十一、瞳の奥

「ミア」


 夕闇の隙間を縫うように覗いた二つのラベンダーが、ミアを射抜く。

 数日ぶりに聞いたナハトの声が、耳にじんと熱を灯した。


「……起きるのが遅いよ」

「回路がズタズタになっていたんだぞ。無茶を言うな」

「じゃあ、どうして、」


 ナハトの言う通り、彼の魔力回路は焼き切れる寸前まで疲弊していた。

 ミアが頭を捻っていると、得意げな顔を浮かべたホロが、ナハトの胸部にそっと掌を重ねる。

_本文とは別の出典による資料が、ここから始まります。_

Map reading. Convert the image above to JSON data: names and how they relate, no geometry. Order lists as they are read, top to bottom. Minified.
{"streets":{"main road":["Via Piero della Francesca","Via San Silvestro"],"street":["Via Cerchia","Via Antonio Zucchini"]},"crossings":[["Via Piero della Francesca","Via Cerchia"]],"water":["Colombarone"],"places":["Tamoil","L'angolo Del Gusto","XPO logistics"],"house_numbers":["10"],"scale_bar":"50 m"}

「うんうん。流石、人型を得ただけのことはあるね。世界樹の魔力を取り込んだことで、回路を修復できたみたいだ」

「さっきの爆発ってまさか」

「細分化するために爆発してから、吸着させたんだよ。これなら彼にも探索を手伝ってもらえるでしょ。ま、応急処置に近い感じだから、長時間の稼働は難しいかもしれないけど」


 何のことはないと言ってのけたホロだったが、成功しなかった場合、爆発したエルヴィの魔力が辺りに霧散していたことになる。

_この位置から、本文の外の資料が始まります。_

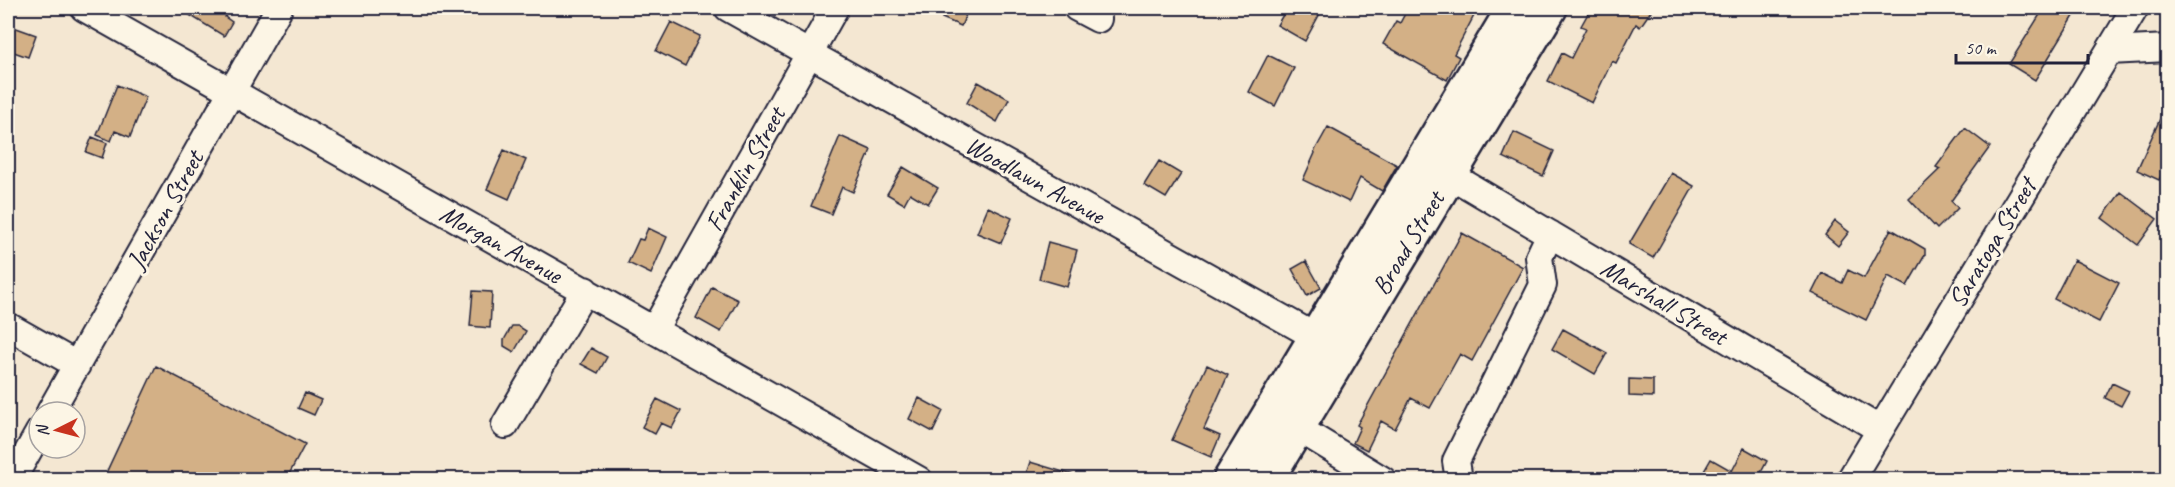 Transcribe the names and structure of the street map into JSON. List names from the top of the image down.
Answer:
{
  "streets": {
    "main road": ["Broad Street"],
    "street": [
      "Franklin Street",
      "Woodlawn Avenue",
      "Jackson Street",
      "Saratoga Street",
      "Morgan Avenue",
      "Marshall Street"
    ]
  },
  "crossings": [
    ["Franklin Street", "Woodlawn Avenue"],
    ["Franklin Street", "Morgan Avenue"],
    ["Woodlawn Avenue", "Broad Street"],
    ["Jackson Street", "Morgan Avenue"],
    ["Broad Street", "Marshall Street"],
    ["Saratoga Street", "Marshall Street"]
  ],
  "scale_bar": "50 m",
  "north": "left"
}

 そうなれば、魔力同士が反発し、最悪この辺り一面が吹き飛んでいた可能性もあった。


「そういうことは先に言ってください!」


 普段は叱られる側に立つことの多いミアと、彼の監督官であるアンナの声が綺麗に重なる。

 二人の剣幕に、漸く事態を理解し始めた隊員たちの顔から血の気が引いていく。


「はあ……。アンナ」

「分かってる。――シシハヤテ、ライコウ」


 アンナの声に、彼女の両隣に精霊が姿を見せた。

 獅子の仮面を身に付けた精霊が二体。ホロの腕を片方ずつ捕える。


「次に何かしたら、分かってますよね?」


 低いアルトが、ホロの耳朶を打った。

 こくこく、と激しく頷いた彼の姿に、ナハトとミアの視線が絡まる。

 次いで、誰からともなく笑みが溢れた。


 暑過ぎるくらいのはずの空気が、今は少しだけ心地良い。

 肌の上を撫でていった生温い風に、ミアはゆっくりと瞬きを繰り返すのであった。


◇ ◇ ◇


 聖騎士団本部が居を構える街、クラルテ。

 中央の国の王都セイントレーシアから程近いその場所は、世界樹を一望できる小高い丘陵に位置していた。

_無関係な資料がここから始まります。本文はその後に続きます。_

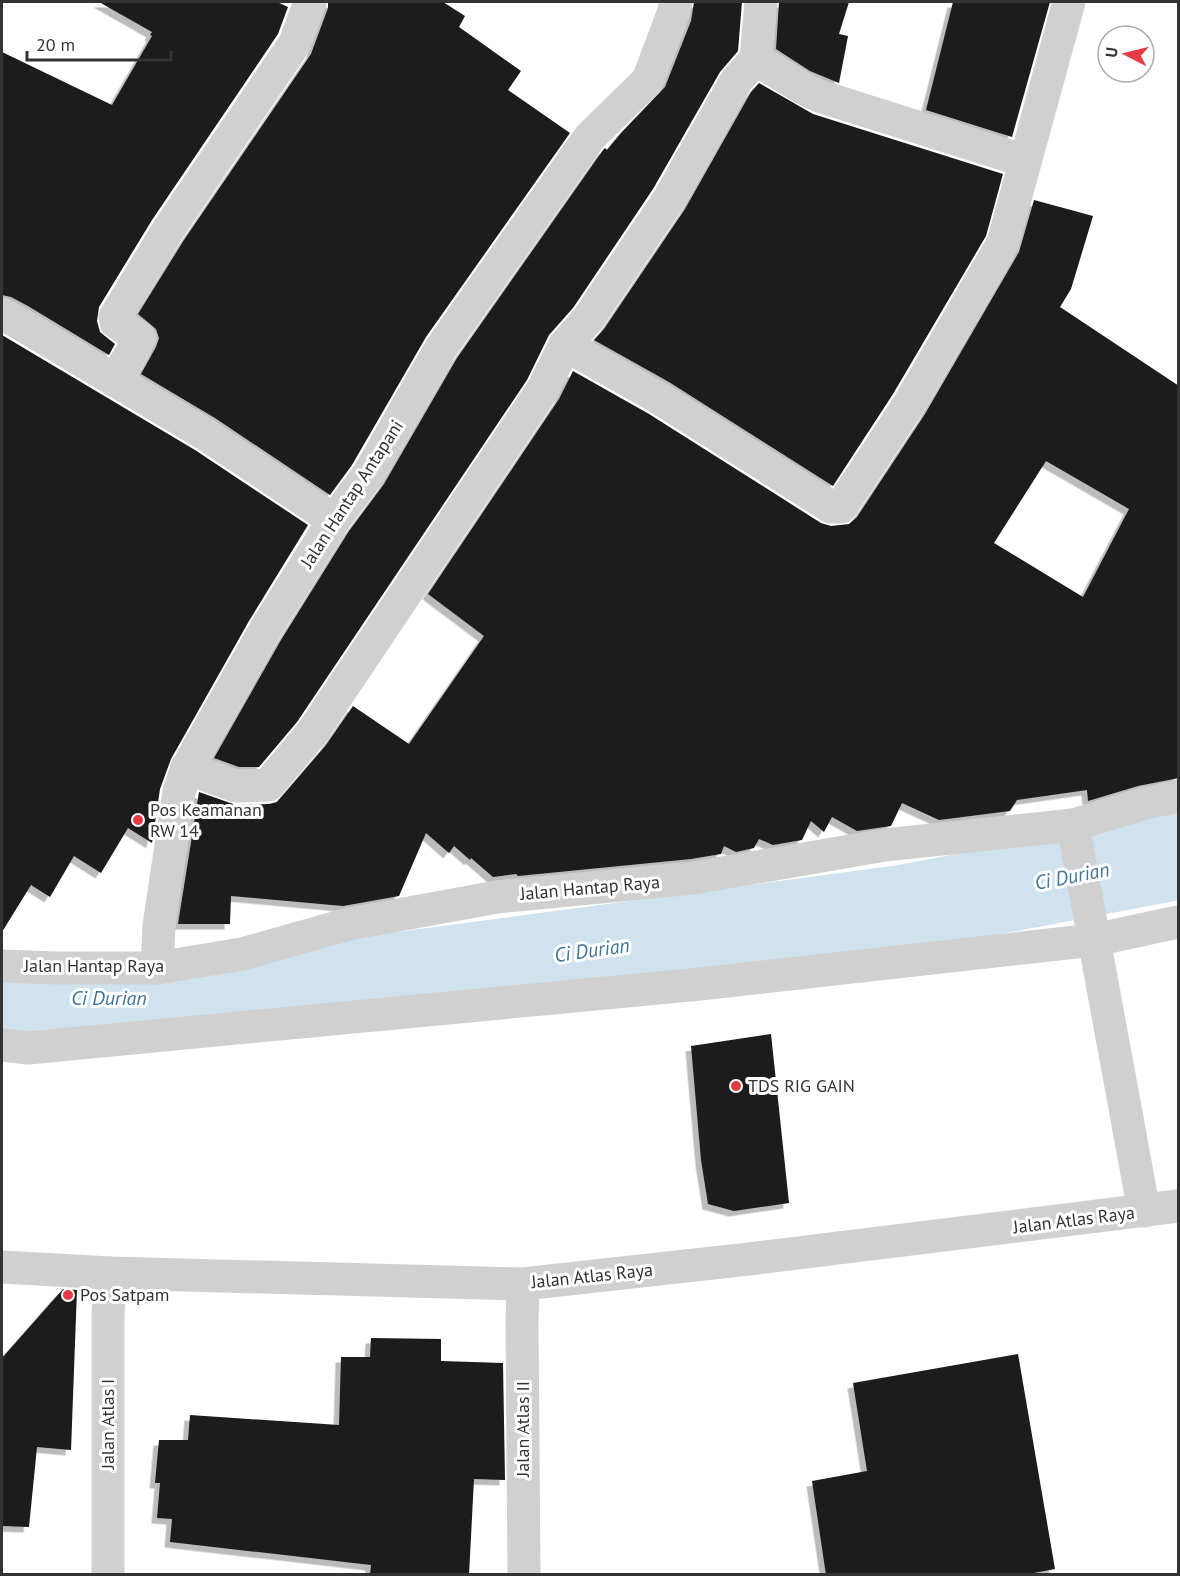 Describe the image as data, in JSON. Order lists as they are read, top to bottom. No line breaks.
{"streets":{"street":["Jalan Hantap Antapani","Jalan Hantap Raya","Jalan Atlas Raya","Jalan Atlas I","Jalan Atlas II"]},"crossings":[["Jalan Hantap Antapani","Jalan Hantap Raya"],["Jalan Atlas Raya","Jalan Atlas I"],["Jalan Atlas Raya","Jalan Atlas II"]],"water":["Ci Durian"],"places":["Pos Keamanan RW 14","TDS RIG GAIN","Pos Satpam"],"scale_bar":"20 m","north":"left"}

 丘を縫うようにゴンドラが走り、その下を子どもたちが駆けていく。

 きゃらきゃら、と燥ぐ子どもの声に、桔梗は巡回中であることも忘れて口元を綻ばせた。


 聖騎士団のお膝元ということもあって、犯罪被害は少ないが、旅人同士の揉め事や各支部で捕らえた犯罪者の収容など、忙しさは他の街にも見劣りしない。


 特務少佐という肩書きを得た今でも桔梗が巡回に加わっているのは、気力を削がれた隊士の激励と補佐も兼ねてのことだが、ここ最近目立った事件は発生していなかった。


 夕方になると、クラルテの街にはアメリアとホロが共同で開発した魔水晶の街灯が光を宿す。

 結界魔導石よりも安価だが、術式を組むように街灯を配置することで魔物避けの効果が期待できると、現在クラルテで稼働実験中の優れものだ。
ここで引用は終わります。